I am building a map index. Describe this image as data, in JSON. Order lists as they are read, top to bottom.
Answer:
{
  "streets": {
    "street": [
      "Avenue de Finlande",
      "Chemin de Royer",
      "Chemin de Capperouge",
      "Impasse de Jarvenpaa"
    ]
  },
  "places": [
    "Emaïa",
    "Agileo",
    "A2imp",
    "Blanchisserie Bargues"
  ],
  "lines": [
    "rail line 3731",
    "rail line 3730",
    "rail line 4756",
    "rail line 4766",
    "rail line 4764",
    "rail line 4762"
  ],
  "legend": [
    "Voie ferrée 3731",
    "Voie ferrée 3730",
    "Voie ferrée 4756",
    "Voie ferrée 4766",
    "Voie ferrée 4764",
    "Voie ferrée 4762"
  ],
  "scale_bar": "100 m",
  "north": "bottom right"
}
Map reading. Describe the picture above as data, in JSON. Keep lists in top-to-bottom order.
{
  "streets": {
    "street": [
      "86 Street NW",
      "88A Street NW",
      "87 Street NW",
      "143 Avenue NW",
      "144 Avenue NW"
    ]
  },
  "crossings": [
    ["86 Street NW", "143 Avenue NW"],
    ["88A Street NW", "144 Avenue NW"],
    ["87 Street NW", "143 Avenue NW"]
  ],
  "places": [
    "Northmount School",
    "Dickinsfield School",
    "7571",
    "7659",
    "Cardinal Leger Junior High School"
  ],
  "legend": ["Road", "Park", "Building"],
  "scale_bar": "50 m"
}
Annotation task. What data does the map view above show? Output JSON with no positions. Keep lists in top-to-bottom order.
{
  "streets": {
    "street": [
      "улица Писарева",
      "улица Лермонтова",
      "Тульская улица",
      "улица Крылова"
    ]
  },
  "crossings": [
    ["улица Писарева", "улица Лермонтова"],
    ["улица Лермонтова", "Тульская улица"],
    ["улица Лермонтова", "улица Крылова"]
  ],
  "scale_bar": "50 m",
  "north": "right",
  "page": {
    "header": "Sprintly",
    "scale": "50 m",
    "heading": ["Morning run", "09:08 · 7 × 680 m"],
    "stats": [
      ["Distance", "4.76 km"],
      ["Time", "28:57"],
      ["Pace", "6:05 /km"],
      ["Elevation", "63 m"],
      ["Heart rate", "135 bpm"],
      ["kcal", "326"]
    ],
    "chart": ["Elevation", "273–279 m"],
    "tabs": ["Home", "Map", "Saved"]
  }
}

*What to do:* For this task, set down the entire listing word for word.

*Response below:*
I am building a map index. Describe this image as data, in JSON. Order lists as they are read, top to bottom.
Answer:
{
  "streets": {
    "street": [
      "Avenue de Finlande",
      "Chemin de Royer",
      "Chemin de Capperouge",
      "Impasse de Jarvenpaa"
    ]
  },
  "places": [
    "Emaïa",
    "Agileo",
    "A2imp",
    "Blanchisserie Bargues"
  ],
  "lines": [
    "rail line 3731",
    "rail line 3730",
    "rail line 4756",
    "rail line 4766",
    "rail line 4764",
    "rail line 4762"
  ],
  "legend": [
    "Voie ferrée 3731",
    "Voie ferrée 3730",
    "Voie ferrée 4756",
    "Voie ferrée 4766",
    "Voie ferrée 4764",
    "Voie ferrée 4762"
  ],
  "scale_bar": "100 m",
  "north": "bottom right"
}
Map reading. Describe the picture above as data, in JSON. Keep lists in top-to-bottom order.
{
  "streets": {
    "street": [
      "86 Street NW",
      "88A Street NW",
      "87 Street NW",
      "143 Avenue NW",
      "144 Avenue NW"
    ]
  },
  "crossings": [
    ["86 Street NW", "143 Avenue NW"],
    ["88A Street NW", "144 Avenue NW"],
    ["87 Street NW", "143 Avenue NW"]
  ],
  "places": [
    "Northmount School",
    "Dickinsfield School",
    "7571",
    "7659",
    "Cardinal Leger Junior High School"
  ],
  "legend": ["Road", "Park", "Building"],
  "scale_bar": "50 m"
}
Annotation task. What data does the map view above show? Output JSON with no positions. Keep lists in top-to-bottom order.
{
  "streets": {
    "street": [
      "улица Писарева",
      "улица Лермонтова",
      "Тульская улица",
      "улица Крылова"
    ]
  },
  "crossings": [
    ["улица Писарева", "улица Лермонтова"],
    ["улица Лермонтова", "Тульская улица"],
    ["улица Лермонтова", "улица Крылова"]
  ],
  "scale_bar": "50 m",
  "north": "right",
  "page": {
    "header": "Sprintly",
    "scale": "50 m",
    "heading": ["Morning run", "09:08 · 7 × 680 m"],
    "stats": [
      ["Distance", "4.76 km"],
      ["Time", "28:57"],
      ["Pace", "6:05 /km"],
      ["Elevation", "63 m"],
      ["Heart rate", "135 bpm"],
      ["kcal", "326"]
    ],
    "chart": ["Elevation", "273–279 m"],
    "tabs": ["Home", "Map", "Saved"]
  }
}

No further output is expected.